In 1975, Mello was hired by Bergdorf's then chairman Ira Neimark to become the store's fashion director. It was during this tenure at the store that she is credited with discovering and promoting the talents and designs of Michael Kors. In the 1980s, she was a mentor to Donna Karan.

Dawn Mello was hired in November 1989 as Gucci's executive vice president and chief designer. She reduced the number of stores from +1,000 to 180 in a move to rebuild the brand’s exclusivity. She also reduced the number of items sold by Gucci from 22,000 to 7,000. She revived the Bamboo bag and the Gucci loafer. Dawn Mello hired Tom Ford to oversee Gucci women's ready-to-wear collection.

She quit after 5 years in Italy and returned to Bergdorf Goodman as president of the company.

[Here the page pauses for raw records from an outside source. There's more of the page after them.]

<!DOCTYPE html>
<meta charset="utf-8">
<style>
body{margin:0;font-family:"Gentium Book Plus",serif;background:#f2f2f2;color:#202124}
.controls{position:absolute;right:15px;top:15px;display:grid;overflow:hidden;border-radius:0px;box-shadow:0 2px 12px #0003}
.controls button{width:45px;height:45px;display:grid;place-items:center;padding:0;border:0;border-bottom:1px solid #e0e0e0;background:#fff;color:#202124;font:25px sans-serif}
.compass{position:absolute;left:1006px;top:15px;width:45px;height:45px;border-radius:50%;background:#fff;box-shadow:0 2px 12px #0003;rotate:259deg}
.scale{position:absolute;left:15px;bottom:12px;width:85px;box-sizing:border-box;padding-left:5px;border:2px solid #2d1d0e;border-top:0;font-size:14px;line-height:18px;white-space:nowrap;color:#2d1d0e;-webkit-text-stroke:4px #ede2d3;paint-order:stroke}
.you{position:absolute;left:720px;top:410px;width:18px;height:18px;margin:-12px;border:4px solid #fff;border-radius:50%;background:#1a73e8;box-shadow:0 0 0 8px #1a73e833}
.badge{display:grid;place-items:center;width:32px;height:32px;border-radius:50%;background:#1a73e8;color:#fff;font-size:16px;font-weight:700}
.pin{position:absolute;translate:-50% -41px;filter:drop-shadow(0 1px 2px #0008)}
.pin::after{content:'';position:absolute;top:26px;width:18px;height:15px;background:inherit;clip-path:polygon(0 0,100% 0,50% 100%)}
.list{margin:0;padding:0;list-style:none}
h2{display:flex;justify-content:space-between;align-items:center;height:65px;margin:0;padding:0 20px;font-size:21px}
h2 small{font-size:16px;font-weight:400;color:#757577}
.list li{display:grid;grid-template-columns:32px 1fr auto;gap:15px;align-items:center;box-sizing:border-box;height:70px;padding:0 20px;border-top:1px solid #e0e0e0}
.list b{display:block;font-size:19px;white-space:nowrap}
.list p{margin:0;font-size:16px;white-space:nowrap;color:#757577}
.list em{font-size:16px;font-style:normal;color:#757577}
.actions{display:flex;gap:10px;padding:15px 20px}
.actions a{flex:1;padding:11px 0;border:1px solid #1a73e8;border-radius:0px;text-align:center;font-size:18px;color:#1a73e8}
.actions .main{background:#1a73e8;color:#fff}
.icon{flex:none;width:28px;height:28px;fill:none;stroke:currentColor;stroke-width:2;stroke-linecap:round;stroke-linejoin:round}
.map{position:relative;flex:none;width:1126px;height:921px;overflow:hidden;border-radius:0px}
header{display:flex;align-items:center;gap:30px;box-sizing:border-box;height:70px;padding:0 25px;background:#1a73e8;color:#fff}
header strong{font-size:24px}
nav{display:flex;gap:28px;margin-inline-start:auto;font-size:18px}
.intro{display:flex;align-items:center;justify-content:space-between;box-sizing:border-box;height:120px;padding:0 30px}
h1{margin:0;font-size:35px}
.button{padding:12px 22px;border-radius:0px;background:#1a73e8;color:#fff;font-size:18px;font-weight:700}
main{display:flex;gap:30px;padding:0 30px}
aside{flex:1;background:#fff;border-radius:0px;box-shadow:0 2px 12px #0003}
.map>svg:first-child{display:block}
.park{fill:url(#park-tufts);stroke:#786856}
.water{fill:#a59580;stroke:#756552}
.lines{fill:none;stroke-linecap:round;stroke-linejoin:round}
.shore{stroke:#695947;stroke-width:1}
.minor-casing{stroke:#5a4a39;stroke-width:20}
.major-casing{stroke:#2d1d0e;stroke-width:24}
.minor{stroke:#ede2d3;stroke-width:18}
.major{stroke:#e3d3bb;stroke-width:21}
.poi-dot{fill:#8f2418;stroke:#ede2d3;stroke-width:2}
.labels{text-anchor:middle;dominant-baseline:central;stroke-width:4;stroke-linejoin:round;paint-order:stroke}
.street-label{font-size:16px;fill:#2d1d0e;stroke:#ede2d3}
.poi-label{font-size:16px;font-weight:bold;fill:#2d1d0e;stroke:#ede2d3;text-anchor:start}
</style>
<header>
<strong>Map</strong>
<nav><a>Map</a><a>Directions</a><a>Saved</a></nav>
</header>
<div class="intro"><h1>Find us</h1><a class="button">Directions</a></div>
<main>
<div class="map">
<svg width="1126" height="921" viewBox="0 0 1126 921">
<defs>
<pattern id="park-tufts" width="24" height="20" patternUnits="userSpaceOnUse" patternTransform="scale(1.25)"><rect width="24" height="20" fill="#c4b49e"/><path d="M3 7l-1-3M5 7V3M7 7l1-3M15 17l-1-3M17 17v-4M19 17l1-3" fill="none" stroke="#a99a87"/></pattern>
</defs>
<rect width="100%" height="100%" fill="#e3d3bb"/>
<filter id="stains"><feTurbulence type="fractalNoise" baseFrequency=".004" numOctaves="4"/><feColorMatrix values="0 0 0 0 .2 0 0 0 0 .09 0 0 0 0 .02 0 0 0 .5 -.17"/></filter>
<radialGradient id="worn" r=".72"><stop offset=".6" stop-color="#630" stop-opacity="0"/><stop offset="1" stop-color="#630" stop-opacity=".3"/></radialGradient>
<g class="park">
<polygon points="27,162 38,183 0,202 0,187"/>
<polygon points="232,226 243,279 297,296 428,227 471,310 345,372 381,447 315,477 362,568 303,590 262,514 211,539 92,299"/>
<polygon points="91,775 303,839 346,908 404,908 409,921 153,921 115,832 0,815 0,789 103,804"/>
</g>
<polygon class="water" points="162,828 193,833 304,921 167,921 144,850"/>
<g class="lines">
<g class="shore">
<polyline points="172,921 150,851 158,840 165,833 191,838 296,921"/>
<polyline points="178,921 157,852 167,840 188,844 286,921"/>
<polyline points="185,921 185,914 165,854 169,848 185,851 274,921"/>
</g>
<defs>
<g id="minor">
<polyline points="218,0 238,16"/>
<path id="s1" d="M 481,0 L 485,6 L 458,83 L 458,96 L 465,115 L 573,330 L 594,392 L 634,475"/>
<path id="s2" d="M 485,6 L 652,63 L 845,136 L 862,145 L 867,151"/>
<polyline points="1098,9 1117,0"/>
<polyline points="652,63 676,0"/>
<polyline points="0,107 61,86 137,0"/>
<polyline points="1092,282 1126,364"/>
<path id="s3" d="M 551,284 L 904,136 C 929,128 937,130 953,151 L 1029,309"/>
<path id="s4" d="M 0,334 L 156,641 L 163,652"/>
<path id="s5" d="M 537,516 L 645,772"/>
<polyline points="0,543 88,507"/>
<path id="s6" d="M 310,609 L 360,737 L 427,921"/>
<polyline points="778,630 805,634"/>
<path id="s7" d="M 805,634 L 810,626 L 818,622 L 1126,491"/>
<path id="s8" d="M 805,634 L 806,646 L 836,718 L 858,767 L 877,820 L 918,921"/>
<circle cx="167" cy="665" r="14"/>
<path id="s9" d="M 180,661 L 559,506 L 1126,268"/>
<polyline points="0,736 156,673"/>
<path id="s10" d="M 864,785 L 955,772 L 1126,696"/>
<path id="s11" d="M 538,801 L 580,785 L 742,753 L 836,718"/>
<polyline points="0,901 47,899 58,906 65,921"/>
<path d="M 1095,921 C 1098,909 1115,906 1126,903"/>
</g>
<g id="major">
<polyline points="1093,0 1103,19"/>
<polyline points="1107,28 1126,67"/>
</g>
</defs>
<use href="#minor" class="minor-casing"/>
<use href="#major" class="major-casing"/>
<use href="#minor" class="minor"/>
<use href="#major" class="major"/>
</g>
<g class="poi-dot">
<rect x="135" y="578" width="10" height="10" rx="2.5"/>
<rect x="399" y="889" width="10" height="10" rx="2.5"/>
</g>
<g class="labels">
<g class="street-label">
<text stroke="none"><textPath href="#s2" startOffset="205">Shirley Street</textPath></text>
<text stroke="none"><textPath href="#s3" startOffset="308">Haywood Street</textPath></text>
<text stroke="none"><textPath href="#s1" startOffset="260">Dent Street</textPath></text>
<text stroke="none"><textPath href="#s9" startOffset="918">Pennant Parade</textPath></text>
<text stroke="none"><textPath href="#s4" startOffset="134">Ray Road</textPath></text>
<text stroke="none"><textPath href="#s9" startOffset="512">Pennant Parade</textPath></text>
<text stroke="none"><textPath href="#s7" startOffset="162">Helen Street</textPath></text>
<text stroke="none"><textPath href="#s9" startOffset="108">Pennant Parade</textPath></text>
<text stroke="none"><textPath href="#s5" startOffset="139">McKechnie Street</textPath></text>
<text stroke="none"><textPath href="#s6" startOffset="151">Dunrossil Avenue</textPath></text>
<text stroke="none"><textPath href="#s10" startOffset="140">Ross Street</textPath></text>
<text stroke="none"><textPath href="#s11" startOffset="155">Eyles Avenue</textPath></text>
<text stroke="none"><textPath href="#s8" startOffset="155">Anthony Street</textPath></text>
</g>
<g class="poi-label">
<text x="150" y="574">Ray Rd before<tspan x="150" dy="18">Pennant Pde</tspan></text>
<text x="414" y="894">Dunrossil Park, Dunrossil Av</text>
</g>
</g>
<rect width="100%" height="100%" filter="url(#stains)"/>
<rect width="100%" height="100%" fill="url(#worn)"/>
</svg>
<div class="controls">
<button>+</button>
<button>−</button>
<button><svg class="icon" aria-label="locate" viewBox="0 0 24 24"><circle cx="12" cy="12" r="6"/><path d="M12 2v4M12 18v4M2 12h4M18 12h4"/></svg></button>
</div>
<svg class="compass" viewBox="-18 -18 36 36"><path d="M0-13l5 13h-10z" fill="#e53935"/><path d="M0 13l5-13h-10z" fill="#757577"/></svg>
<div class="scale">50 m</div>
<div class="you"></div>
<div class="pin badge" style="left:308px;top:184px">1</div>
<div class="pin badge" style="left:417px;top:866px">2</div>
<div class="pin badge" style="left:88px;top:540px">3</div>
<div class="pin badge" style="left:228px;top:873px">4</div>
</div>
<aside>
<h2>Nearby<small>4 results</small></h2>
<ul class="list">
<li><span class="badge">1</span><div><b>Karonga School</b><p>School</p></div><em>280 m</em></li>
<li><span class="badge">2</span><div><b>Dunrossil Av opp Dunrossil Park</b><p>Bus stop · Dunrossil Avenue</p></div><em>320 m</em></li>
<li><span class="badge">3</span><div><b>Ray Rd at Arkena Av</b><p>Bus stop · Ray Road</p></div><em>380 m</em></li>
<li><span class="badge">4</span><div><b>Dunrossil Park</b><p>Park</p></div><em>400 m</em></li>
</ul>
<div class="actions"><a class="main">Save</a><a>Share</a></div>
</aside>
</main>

In 2006, she received the Isobel S. Sinesi Lifetime Achievement in Fashion Award from the School of Fashion Design.
Mello died on February 16, 2020, at the age of 88.

== Private life ==
In 1998, she purchased a penthouse in New York (30 Sutton Place) that was previously owned by Doris Duke. It was listed on the market a few months after her death.

== Filmography ==
Mello appeared in the 2013 documentary Scatter My Ashes at Bergdorf's.